| From: | Jakub Wartak <jakub(dot)wartak(at)enterprisedb(dot)com> |
|---|---|
| To: | Michael Paquier <michael(at)paquier(dot)xyz> |
| Cc: | Bertrand Drouvot <bertranddrouvot(dot)pg(at)gmail(dot)com>, Heikki Linnakangas <hlinnaka(at)iki(dot)fi>, PostgreSQL Hackers <pgsql-hackers(at)lists(dot)postgresql(dot)org> |
| Subject: | Re: 64-bit wait_event and introduction of 32-bit wait_event_arg |
| Date: | 2026-02-16 11:34:17 |
| Message-ID: | CAKZiRmzUZS2G5SeZBnOXrJuFNnj9-sfY3o+nKHSP92Cq8uEiHA@mail.gmail.com |
| Views: | Whole Thread | Raw Message | Download mbox | Resend email |
| Thread: | |
| Lists: | pgsql-hackers |
On Fri, Feb 13, 2026 at 5:46 AM Michael Paquier <michael(at)paquier(dot)xyz> wrote:
>
> On Thu, Feb 12, 2026 at 01:42:23PM +0100, Jakub Wartak wrote:
Hi Michael, thanks for taking a look at this!
> > What's left:
> > - Earlier Heikki raised the question "Wait events can be defined in extensions;
> > how does an extension plug into this facility?" - that's still unanswered.
>
> Reserving the full 8 bytes to the callers of WaitEventExtensionNew()

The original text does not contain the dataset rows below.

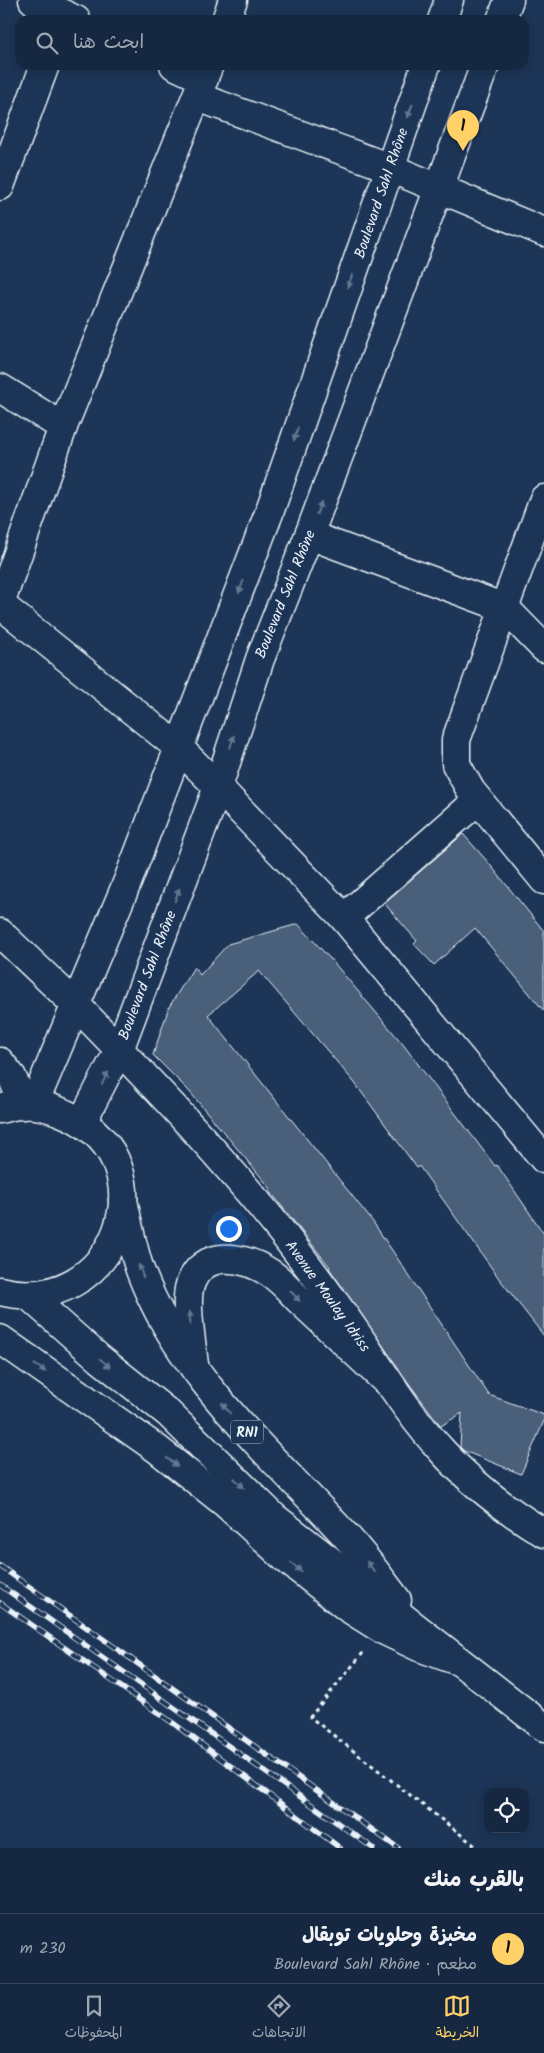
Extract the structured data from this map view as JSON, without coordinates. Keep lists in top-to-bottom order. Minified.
{"streets":{"main road":["Boulevard Sahl Rhône","Avenue Moulay Idriss","RN1"]},"crossings":[["Boulevard Sahl Rhône","Avenue Moulay Idriss"],["Boulevard Sahl Rhône","RN1"]],"page":{"search":"ابحث هنا","pins":"1","heading":"بالقرب منك","list":[{"mark":"1","name":"مخبزة وحلويات توبقال","note":"مطعم · Boulevard Sahl Rhône","value":"230 m"}],"nav":["الخريطة","الاتجاهات","المحفوظات"]}}
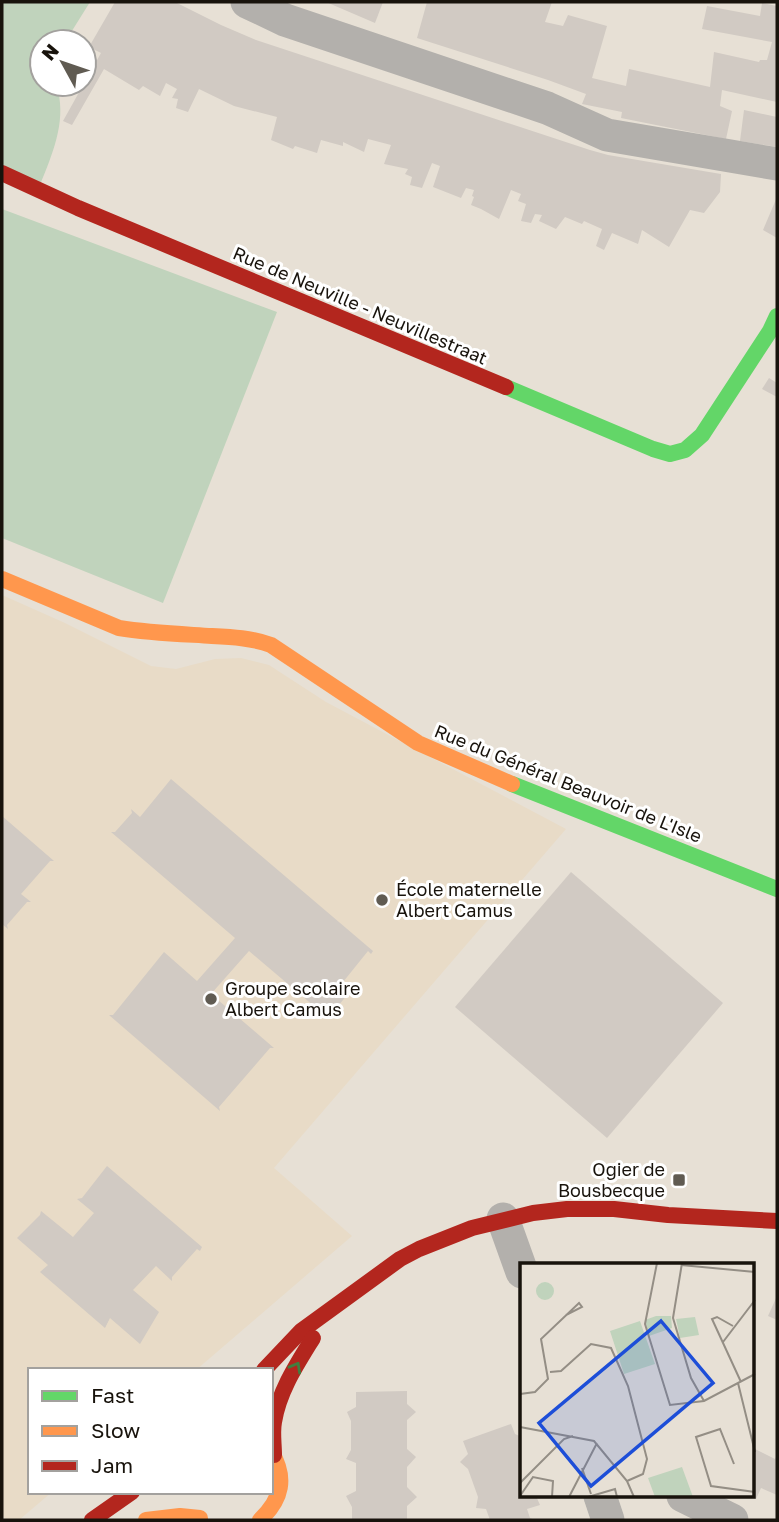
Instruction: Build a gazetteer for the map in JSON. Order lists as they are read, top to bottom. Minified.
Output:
{"streets":{"street":["Rue de Neuville - Neuvillestraat","Rue du Général Beauvoir de L'Isle"]},"places":{"other":["École maternelle Albert Camus","Groupe scolaire Albert Camus"],"transit":["Ogier de Bousbecque"]},"legend":["Fast","Slow","Jam"],"north":"top left"}
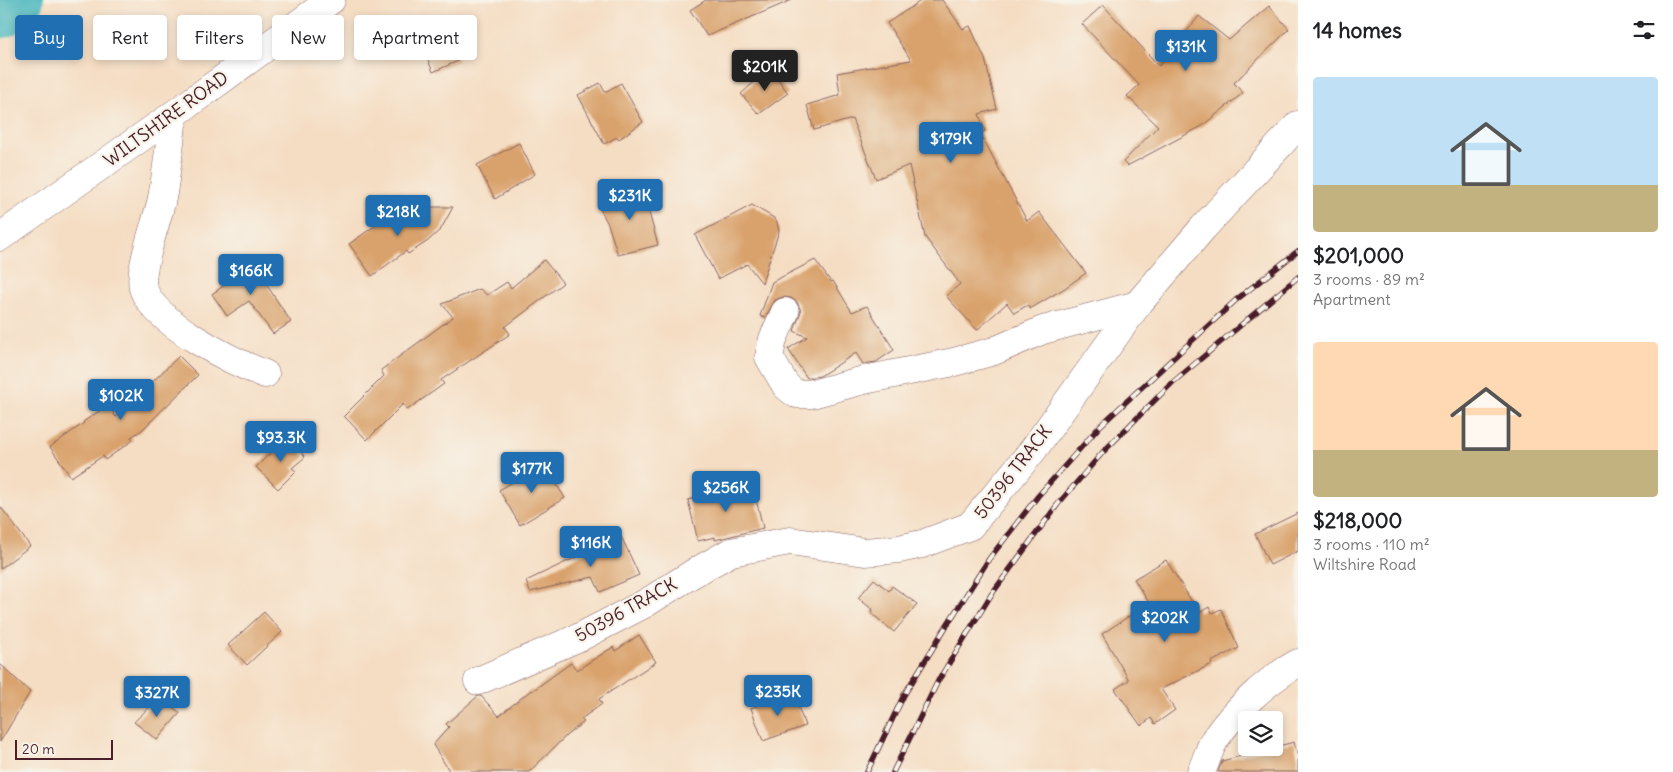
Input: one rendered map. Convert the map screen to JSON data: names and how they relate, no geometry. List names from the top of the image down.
{
  "streets": {
    "street": ["WILTSHIRE ROAD", "50396 TRACK"]
  },
  "scale_bar": "20 m",
  "page": {
    "heading": "14 homes",
    "chip": [
      "Buy",
      "Rent",
      "Filters",
      "New",
      "Apartment"
    ],
    "price": [
      "$131K",
      "$201K",
      "$179K",
      "$231K",
      "$218K",
      "$166K",
      "$102K",
      "$93.3K",
      "$177K",
      "$256K",
      "$116K",
      "$202K",
      "$235K",
      "$327K"
    ],
    "list": [
      {
        "name": "$201,000",
        "note": "3 rooms · 89 m² · Apartment"
      },
      {
        "name": "$218,000",
        "note": "3 rooms · 110 m² · Wiltshire Road"
      }
    ],
    "scale": "20 m"
  }
}
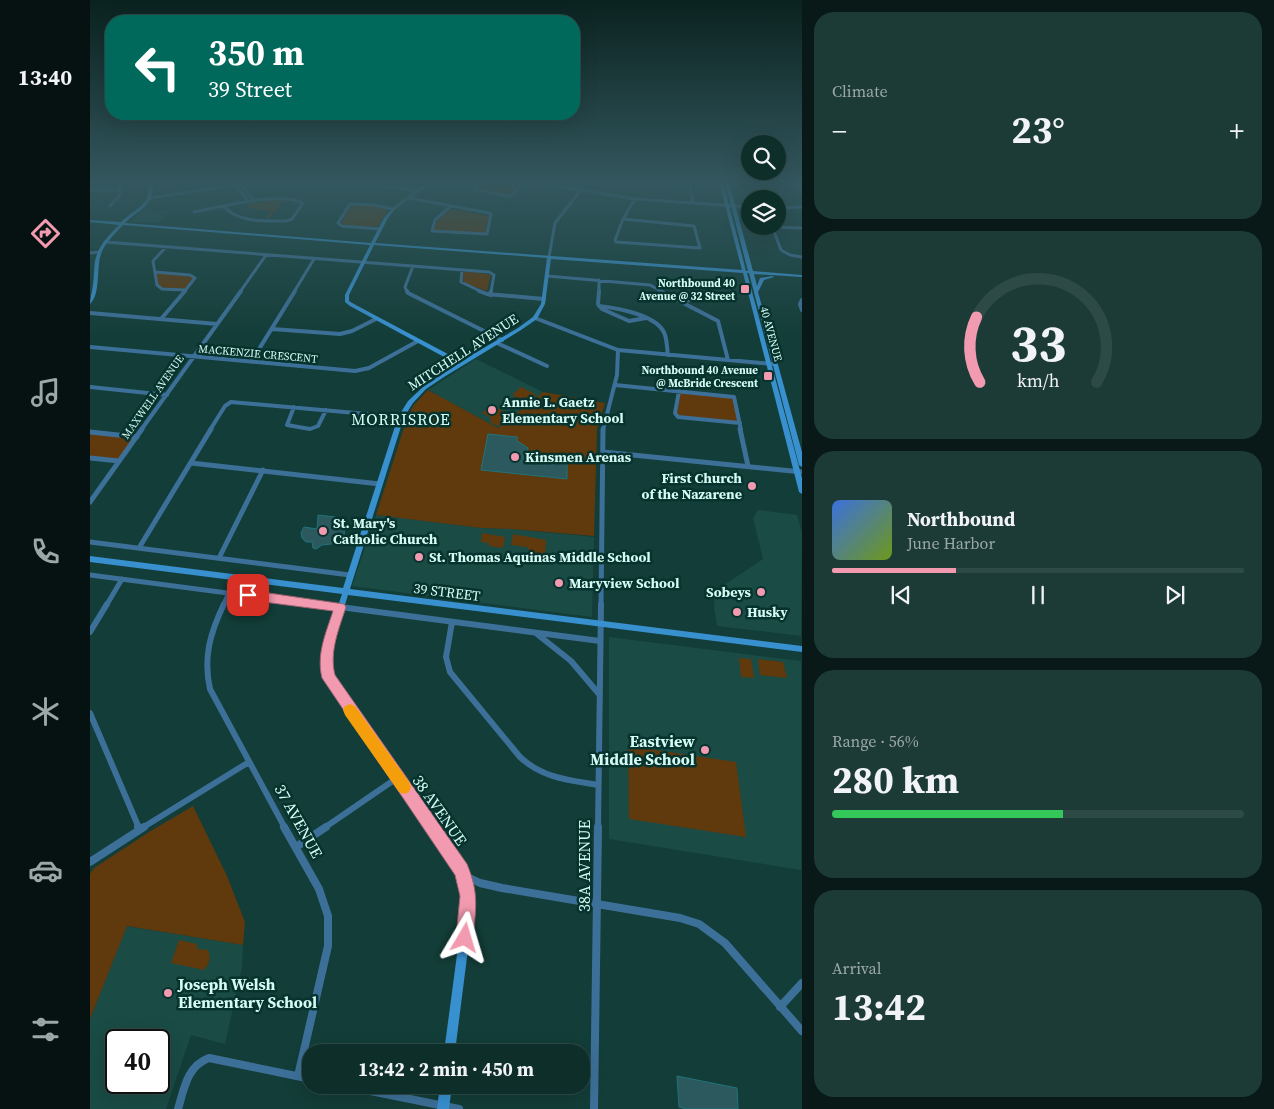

> and WaitEventInjectionPointNew() would be an error, because we would
> forever lock down the possibility for extensions to set at will the 4
> extra bytes that become available when setting some extra data in
> parallel of a wait event name. The results of these routines should
> still be 4 bytes for the "static" part of the wait event names, not 8.
When trying to understand this I found that the patch contained assumption
error on my side that might have mislead You: I was blind to the fact that
all custom wait events land in PG_WAIT_EXTENSION class, so we need in
WaitEventCustomNew() to shift the resulting eventId from nextId++ to the
proper place in 64-bit word (this leaves the 32-bits part (for
wait_event_arg) initially as zero when returned by those routines)
.. and then, well, the registration of the new custom wait event is something
distinct from starting the waiting on it, right? I mean the extension
could:
// it will contain PG_WAIT_EXTENSION | shifted_eventId_from_nextId
// + zero on all 32-bit lower bits (for wait_event_arg)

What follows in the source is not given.